Beta diversity results of the PERMANOVA analysis. Principal coordinates analysis using weighted UniFrac distance is shown for (A) the cervicovaginal discharge samples, (B) and (C) the meconium samples, and (D) the umbilical cord blood samples.

Table 3 Summary of the results from analysis of composition of microbiomes (ANCOM) at the genus level.

The resemblance of twin microbiome in delivery

To test the hypothesis that samples from twins, both monochorionic and dichorionic, have higher similarity in microbiome composition than randomly chosen samples, we compared the mean of weighted UniFrac distance between twin samples and randomly selected samples. More specifically, for each of the AF, CB, GL, and M groups, we performed bootstrapping hypothesis testing by randomly sampling pairwise distances with replacement from all samples 1000 times to build a 95% confidence interval with the means of the sampled distances. We rejected the null hypothesis that there was no difference between the twin samples and randomly selected samples for all four sample types because the mean pairwise distance for twin samples was below the confidence interval (Fig. 4 and Supplementary Fig. S7). Next, we divided the twins into monochorionic and dichorionic twins and repeated hypothesis testing. We found that we could still reject the null hypothesis for all four sample types for dichorionic twins. For monochorionic twins, however, only the CB and M groups passed the test.

Figure 4
figure 4

Higher similarity of microbiome composition in twin samples than in randomly chosen samples. For each sample type, the means of weighted UniFrac distances are shown for the twin samples. A 95% confidence interval was constructed by randomly sampling pairwise distances with replacement from the samples for 1000 times.

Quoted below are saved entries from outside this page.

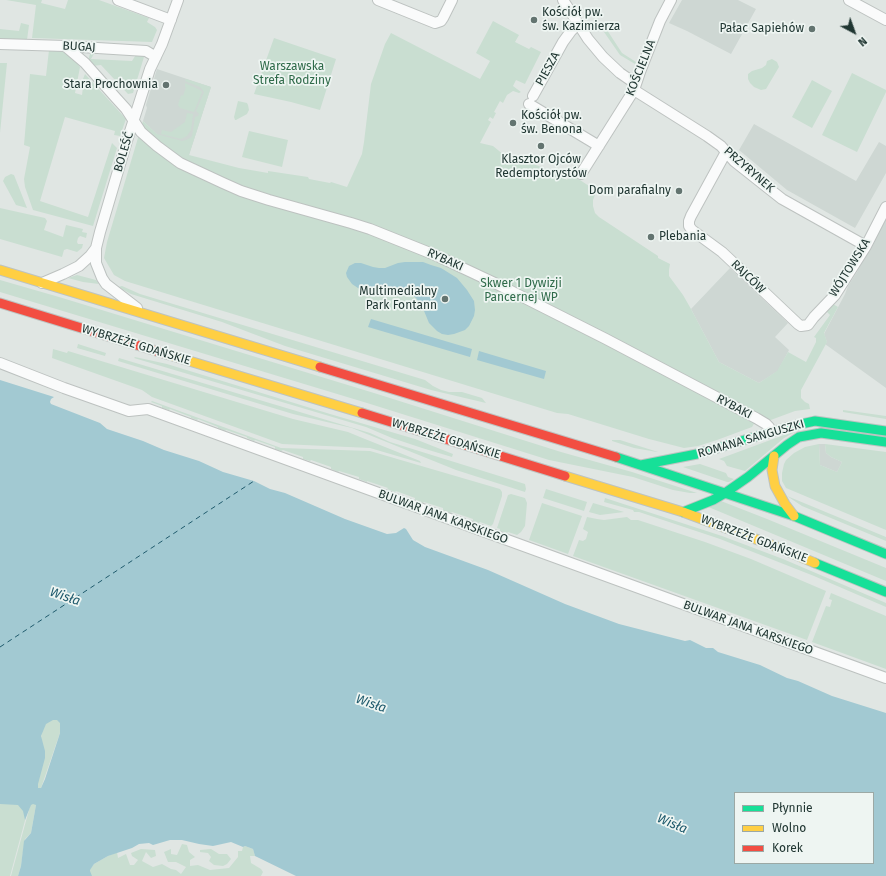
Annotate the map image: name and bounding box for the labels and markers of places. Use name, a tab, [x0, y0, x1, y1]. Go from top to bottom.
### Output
place label: Kościół pw. św. Kazimierza	[542, 6, 620, 34]
marker: Kościół pw. św. Kazimierza	[529, 15, 539, 25]
place label: Pałac Sapiehów	[719, 22, 804, 36]
marker: Pałac Sapiehów	[807, 24, 817, 34]
place label: Stara Prochownia	[63, 78, 158, 92]
marker: Stara Prochownia	[161, 80, 171, 90]
place label: Kościół pw. św. Benona	[521, 109, 582, 137]
marker: Kościół pw. św. Benona	[508, 118, 518, 128]
marker: Klasztor Ojców Redemptorystów	[536, 141, 546, 151]
place label: Klasztor Ojców Redemptorystów	[495, 153, 587, 181]
place label: Dom parafialny	[589, 184, 671, 198]
marker: Dom parafialny	[674, 186, 684, 196]
place label: Plebania	[659, 230, 706, 244]
marker: Plebania	[646, 232, 656, 242]
place label: Multimedialny Park Fontann	[359, 285, 437, 313]
marker: Multimedialny Park Fontann	[440, 294, 450, 304]

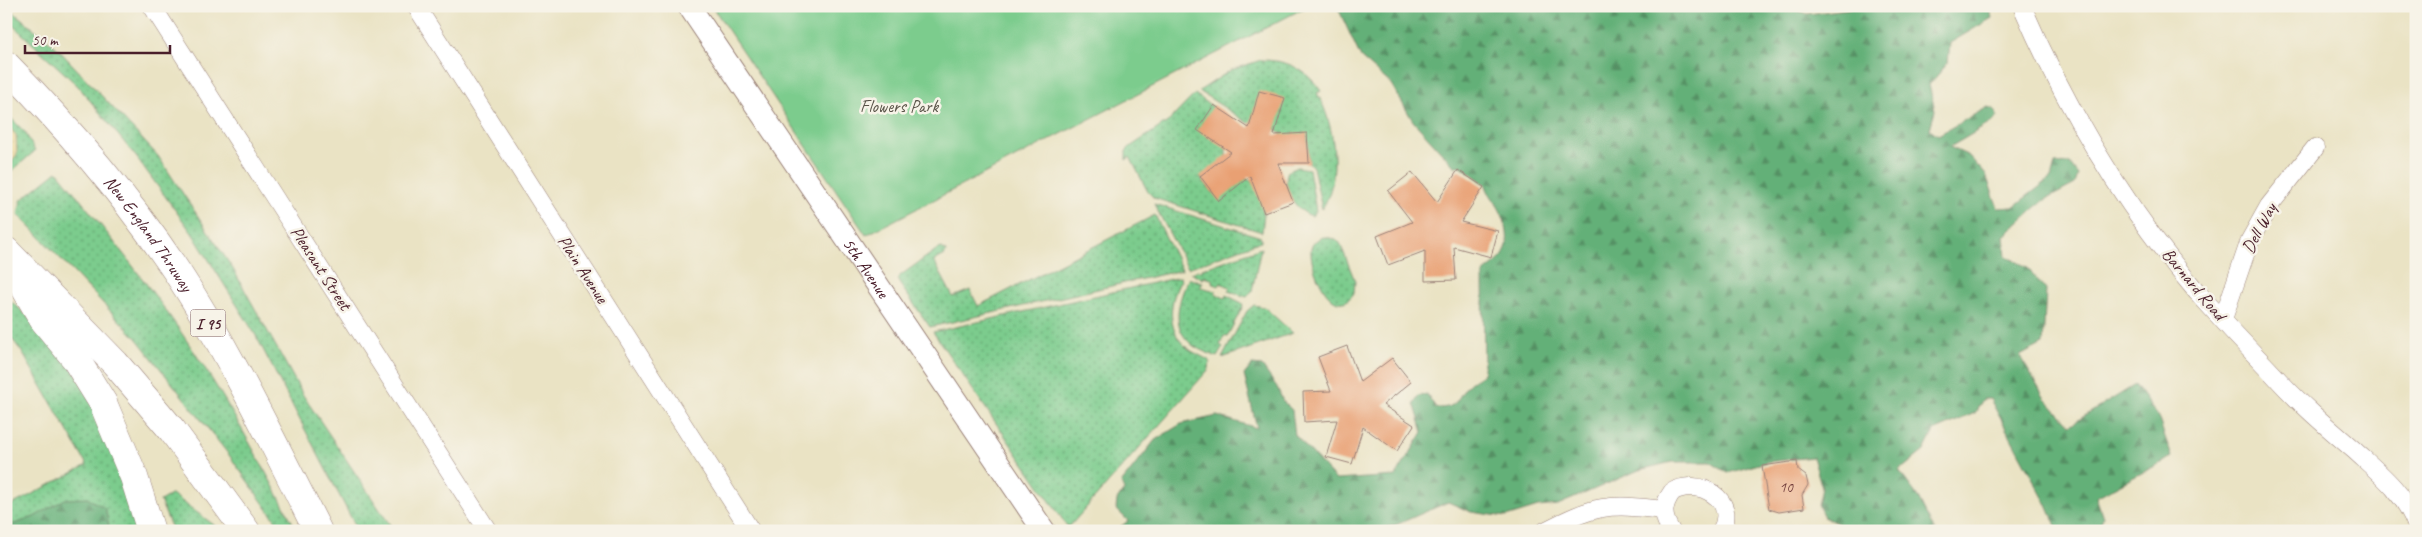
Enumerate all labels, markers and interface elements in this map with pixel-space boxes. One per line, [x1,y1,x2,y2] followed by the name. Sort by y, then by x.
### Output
[25,22,170,54] scale bar
[32,31,59,50] text: 50 m
[860,95,939,117] park label: Flowers Park
[99,171,199,297] street label: New England Thruway
[2237,198,2282,257] street label: Dell Way
[286,222,357,316] street label: Pleasant Street
[553,231,614,308] street label: Plain Avenue
[838,233,895,303] street label: 5th Avenue
[2157,243,2232,327] street label: Barnard Road
[190,309,226,336] road number: I 95
[1779,478,1794,497] house number: 10

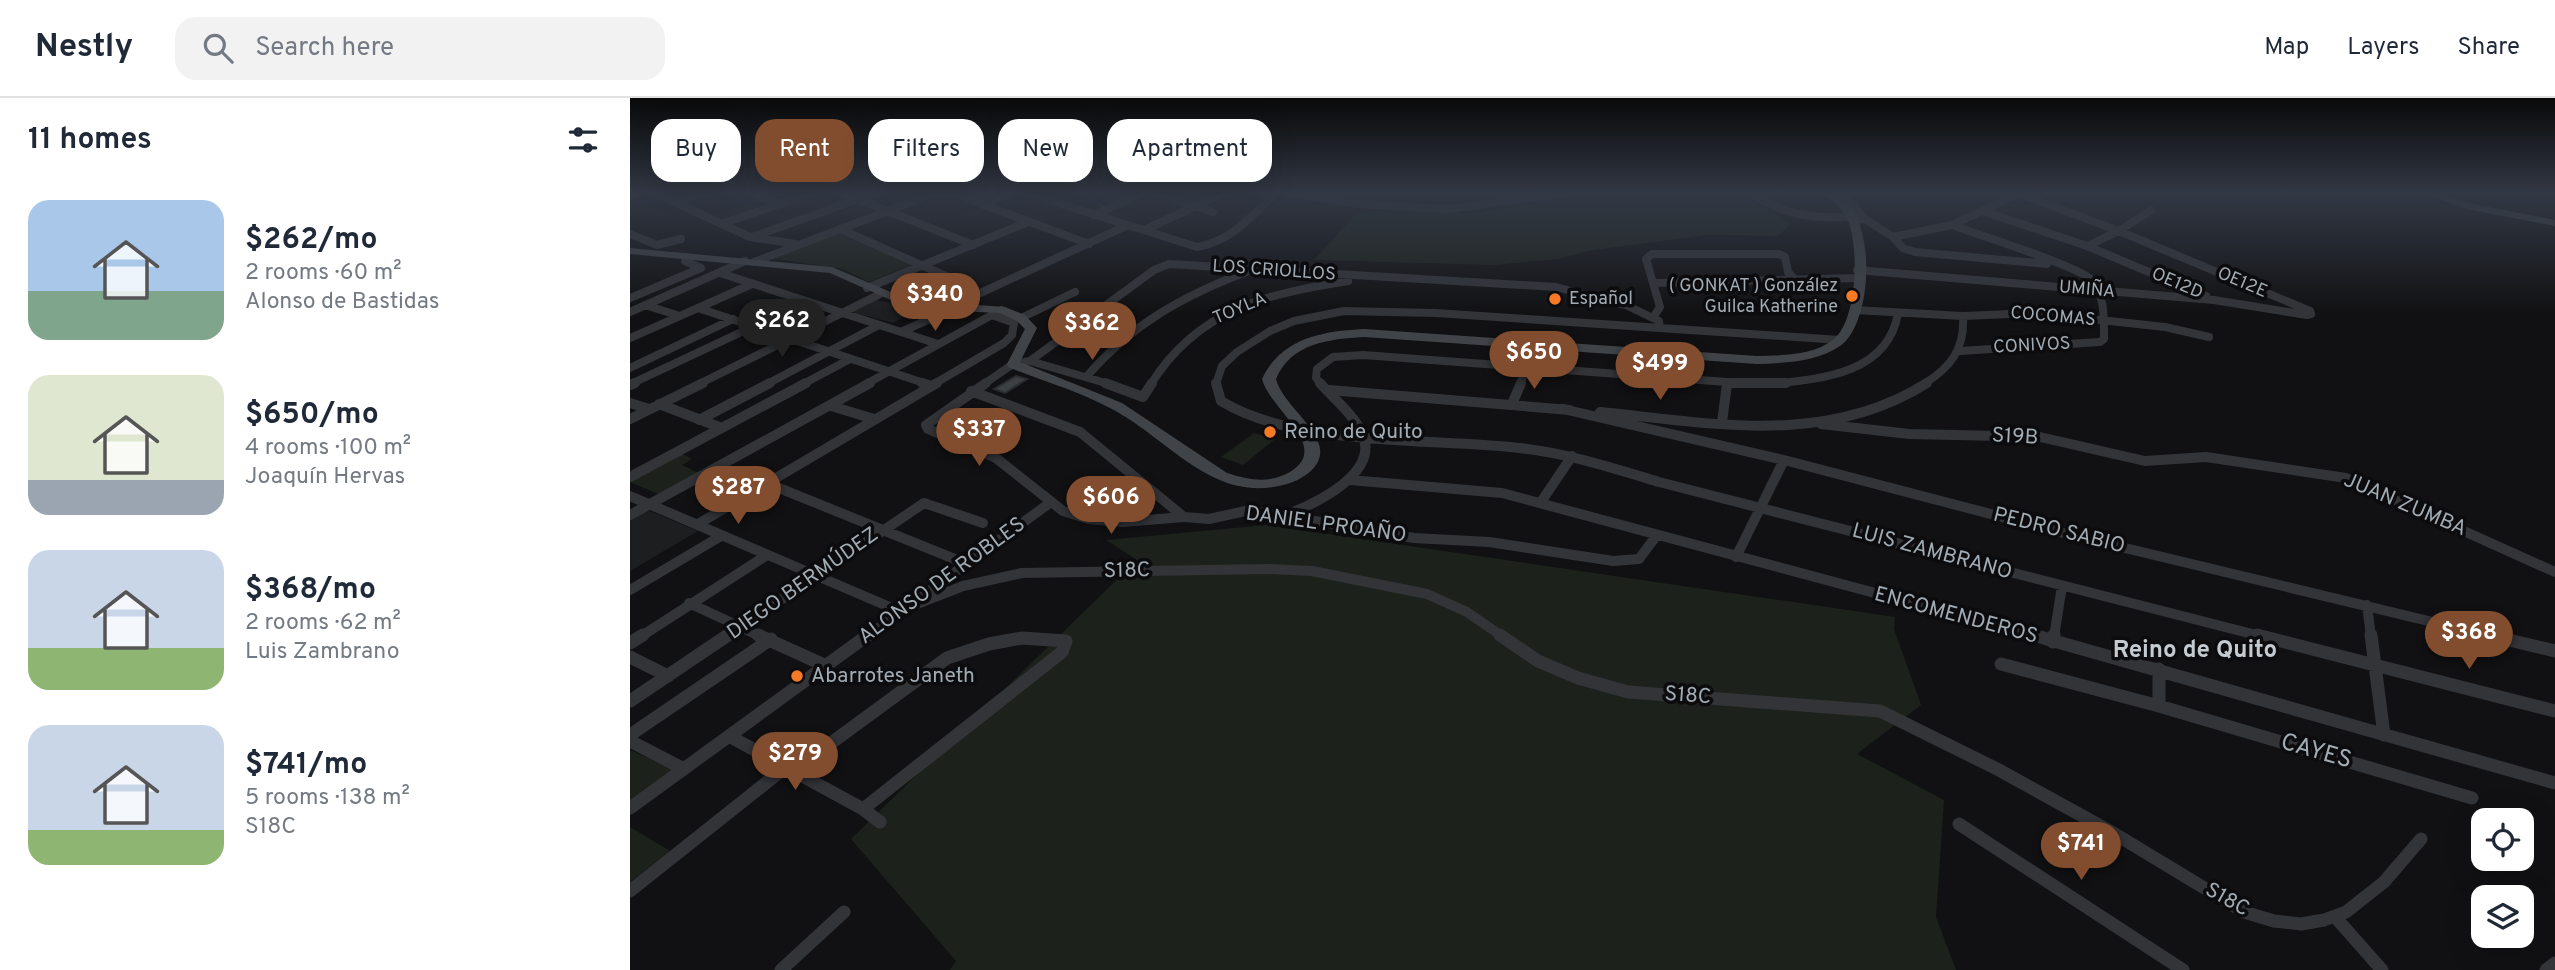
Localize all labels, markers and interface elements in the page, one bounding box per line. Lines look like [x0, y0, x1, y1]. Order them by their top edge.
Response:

Characterization of the vaginal health-related microbiome

Several pathogenic and commensal vaginal microbiota have been shown to have important consequences for a woman’s reproductive and general health. To establish reference ranges of vaginal microbiota with known clinical associations in generally healthy pregnant women, we searched for bacterial targets commonly tested for assessing vaginal health within VD samples. More specifically, we focused on 31 bacterial targets (15 genera and 16 species) that are tested by the “SmartJane” assay from uBiome Inc., including Lactobacillus, Sneathia, and Gardnerella21. Of the 31 bacterial taxa of clinical importance, 12 were identified in our samples (Fig. 5).

Figure 5
figure 5

Relative abundance of bacteria associated with vaginal health. Only bacterial targets in uBiome’s SmartJane assay that are also present in the vaginal discharge samples are shown.

We observed a higher relative abundance of Lactobacillus at the genus level but lower abundances of Aerococcus, Fusobacterium, Gardnerella, Peptoniphilus, Porphyromonas, and Prevotella. Most of our patients did not have any severe pregnancy-related complications. In addition, the majority of preterm birth ranged in the late preterm period from 34 + 0 weeks to 36 + 6 weeks. Therefore, the “SmartJane” assay did not capture almost any pathogenic microbiome. The specification level was examined and is listed in Fig. 5. We found Lactobacillus iners and Lactobacillus jensenii from the assay lists, but Lactobacillus crispatus was not commonly found in the vaginal microbiome. This could be simply because the SILVA reference database we used omitted Lactobacillus crispatus. We confirmed that some of the ASVs from the Lactobacillus genus were indeed Lactobacillus crispatus using the National Center for Biotechnology Information (NCBI) database (data not shown).

Discussion

Controversies surrounding in utero colonization

Since contamination is a critical issue in microbiome research, we used several up-to-date methods to confirm the presence of bacteria and found evidence of in utero colonization. The distinct bacterial composition in meconium, the first stool passed by newborns, supports that microbial colonization occurs in the intrauterine environment during normal pregnancy22,23. The microbiome in neonatal gastric liquid was similar to that in maternal amnionic fluid, as expected since fetuses swallow amnionic fluid in utero and their urine returns to the fluid under normal physiological conditions. However, the microbiome in gastric liquid was not exactly the same as in amnionic fluid, indicating the existence of unknown mechanisms for flora formation in the fetal oral cavity or proximal gastrointestinal tract, such as esophagus, from the intrauterine environment.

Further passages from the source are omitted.